Russia has switched its economy to war mode, boosting related expenditures by 60% compared to 2021. Budget expenditures reached 32 trillion rubles, surpassing the legal standard by three trillion rubles, posing an issue with the budget deficit.

The government chose to dip into the fund's so-called liquid assets, namely currency and gold. Meduza indicates that half a billion euros, 115 billion yuan, and 232 tons of gold were sold at that time, resulting in 2.9 trillion rubles which were used to address the deficit.

The past two years of war saw the fund being significantly depleted. The grounded aviation industry, for instance, necessitated expenses from the fund. According to Meduza's calculations, 300 billion rubles were spent on purchasing leased Boeing and Airbus aircraft, new Russian MS-21 aircraft, manufacturing Tu-214, and even upgrading airport infrastructure, all at the expense of the National Welfare Fund.

Funds were also directed towards the sanctioned Aeroflot and Russian Railways. A total of $870 million was used for modernizing the St. Petersburg metro fleet, and another 50 billion bonds of Russian Highways for financing road construction.

"The difficult situation in Russia has forced the Kremlin to plug more holes with whatever resources are available. The Russian fund was supposed to serve a similar purpose as the Norwegian Oljefondet - the oil fund.
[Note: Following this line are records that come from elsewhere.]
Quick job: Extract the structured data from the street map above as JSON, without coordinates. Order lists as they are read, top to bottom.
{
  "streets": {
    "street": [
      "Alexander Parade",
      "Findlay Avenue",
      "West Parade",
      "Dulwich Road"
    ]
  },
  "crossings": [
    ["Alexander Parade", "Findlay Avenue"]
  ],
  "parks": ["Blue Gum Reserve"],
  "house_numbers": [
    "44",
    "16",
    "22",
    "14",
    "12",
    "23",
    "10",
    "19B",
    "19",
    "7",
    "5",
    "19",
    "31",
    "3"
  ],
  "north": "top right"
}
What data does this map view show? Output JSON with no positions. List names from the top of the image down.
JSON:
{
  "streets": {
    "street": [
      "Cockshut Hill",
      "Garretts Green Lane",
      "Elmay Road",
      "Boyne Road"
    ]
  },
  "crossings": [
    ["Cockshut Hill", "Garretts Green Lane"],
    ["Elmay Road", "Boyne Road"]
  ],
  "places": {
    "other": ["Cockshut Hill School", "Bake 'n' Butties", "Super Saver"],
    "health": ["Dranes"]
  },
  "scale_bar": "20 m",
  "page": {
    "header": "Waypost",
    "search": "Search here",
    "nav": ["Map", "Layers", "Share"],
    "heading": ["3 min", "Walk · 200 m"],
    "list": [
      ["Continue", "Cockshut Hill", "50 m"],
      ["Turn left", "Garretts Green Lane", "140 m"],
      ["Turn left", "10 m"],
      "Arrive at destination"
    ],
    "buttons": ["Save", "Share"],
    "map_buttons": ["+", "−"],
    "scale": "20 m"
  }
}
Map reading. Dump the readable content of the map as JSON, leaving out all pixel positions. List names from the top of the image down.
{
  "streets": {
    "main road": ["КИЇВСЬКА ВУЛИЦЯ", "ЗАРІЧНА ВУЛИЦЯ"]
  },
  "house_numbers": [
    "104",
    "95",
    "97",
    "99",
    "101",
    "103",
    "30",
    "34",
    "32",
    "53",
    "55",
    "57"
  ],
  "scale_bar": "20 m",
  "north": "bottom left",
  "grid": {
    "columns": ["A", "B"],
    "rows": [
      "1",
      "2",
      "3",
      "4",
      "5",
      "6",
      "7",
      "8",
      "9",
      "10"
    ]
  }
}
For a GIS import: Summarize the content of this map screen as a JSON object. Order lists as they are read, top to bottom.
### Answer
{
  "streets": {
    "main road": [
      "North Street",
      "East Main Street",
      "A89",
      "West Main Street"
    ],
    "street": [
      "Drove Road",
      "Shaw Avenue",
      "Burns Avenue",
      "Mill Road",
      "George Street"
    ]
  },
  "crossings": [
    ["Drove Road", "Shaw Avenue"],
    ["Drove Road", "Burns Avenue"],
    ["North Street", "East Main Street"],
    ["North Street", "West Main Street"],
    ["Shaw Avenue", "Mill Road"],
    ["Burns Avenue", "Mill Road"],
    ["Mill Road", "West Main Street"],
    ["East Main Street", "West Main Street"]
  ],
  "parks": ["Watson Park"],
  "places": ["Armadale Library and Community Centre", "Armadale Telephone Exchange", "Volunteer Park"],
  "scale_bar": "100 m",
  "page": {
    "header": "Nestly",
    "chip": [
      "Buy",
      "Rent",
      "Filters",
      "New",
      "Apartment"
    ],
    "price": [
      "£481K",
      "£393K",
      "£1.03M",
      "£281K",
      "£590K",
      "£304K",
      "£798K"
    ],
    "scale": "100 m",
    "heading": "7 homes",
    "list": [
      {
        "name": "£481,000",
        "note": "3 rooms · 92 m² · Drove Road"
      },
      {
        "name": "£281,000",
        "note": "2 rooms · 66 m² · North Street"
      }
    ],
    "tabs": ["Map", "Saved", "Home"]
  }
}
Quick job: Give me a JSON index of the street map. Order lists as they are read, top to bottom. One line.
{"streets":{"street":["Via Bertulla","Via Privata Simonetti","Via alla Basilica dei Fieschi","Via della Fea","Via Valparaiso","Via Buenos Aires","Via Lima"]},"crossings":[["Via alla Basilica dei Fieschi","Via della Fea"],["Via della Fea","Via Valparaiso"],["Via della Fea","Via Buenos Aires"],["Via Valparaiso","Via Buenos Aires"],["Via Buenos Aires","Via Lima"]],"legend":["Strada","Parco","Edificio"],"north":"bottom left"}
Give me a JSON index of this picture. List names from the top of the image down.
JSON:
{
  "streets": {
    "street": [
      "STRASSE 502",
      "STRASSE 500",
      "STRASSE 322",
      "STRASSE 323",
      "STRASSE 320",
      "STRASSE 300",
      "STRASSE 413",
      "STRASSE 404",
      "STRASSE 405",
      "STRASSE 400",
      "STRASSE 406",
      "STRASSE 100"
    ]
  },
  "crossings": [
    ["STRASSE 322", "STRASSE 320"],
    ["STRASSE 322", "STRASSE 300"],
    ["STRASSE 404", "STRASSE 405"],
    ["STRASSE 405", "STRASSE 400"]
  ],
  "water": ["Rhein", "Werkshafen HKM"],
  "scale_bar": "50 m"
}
While the Norwegians invest oil profits for future generations, Russians use it to douse fires," Dr. Bogucki points out.

Money from the NWF was also used to save Otkritie Bank from VTB, which was bought out. Funds were also invested in companies listed on the Moscow Stock Exchange, shares of Sberbank, or the purchase of a controlling stake in the Central Bank (in 2020 - as indicated by the Meduza portal). Further to these expenditures, the Ministry of Finance plans to tap into the fund this year for an additional 1.3 billion rubles to cover the country's deficit.

Bloomberg reported in mid-January that the war in Ukraine has cost nearly half of Russia's liquid assets, and the dwindling of assets accumulated over years leaves the Russian nation vulnerable to shocks.

Meduza portal highlights that at the current rate of spending, the fund will maintain stability if a barrel of Russian oil keeps at a level of $73. However, the price of Russian benchmarks traded in Primorsk, including Urals oil, sits around $60-62 per barrel. This means the "oil and gas fund," meant to safeguard Russia's future, is under significant pressure, and any blow to Russian raw materials will hasten Russia's "dark hour."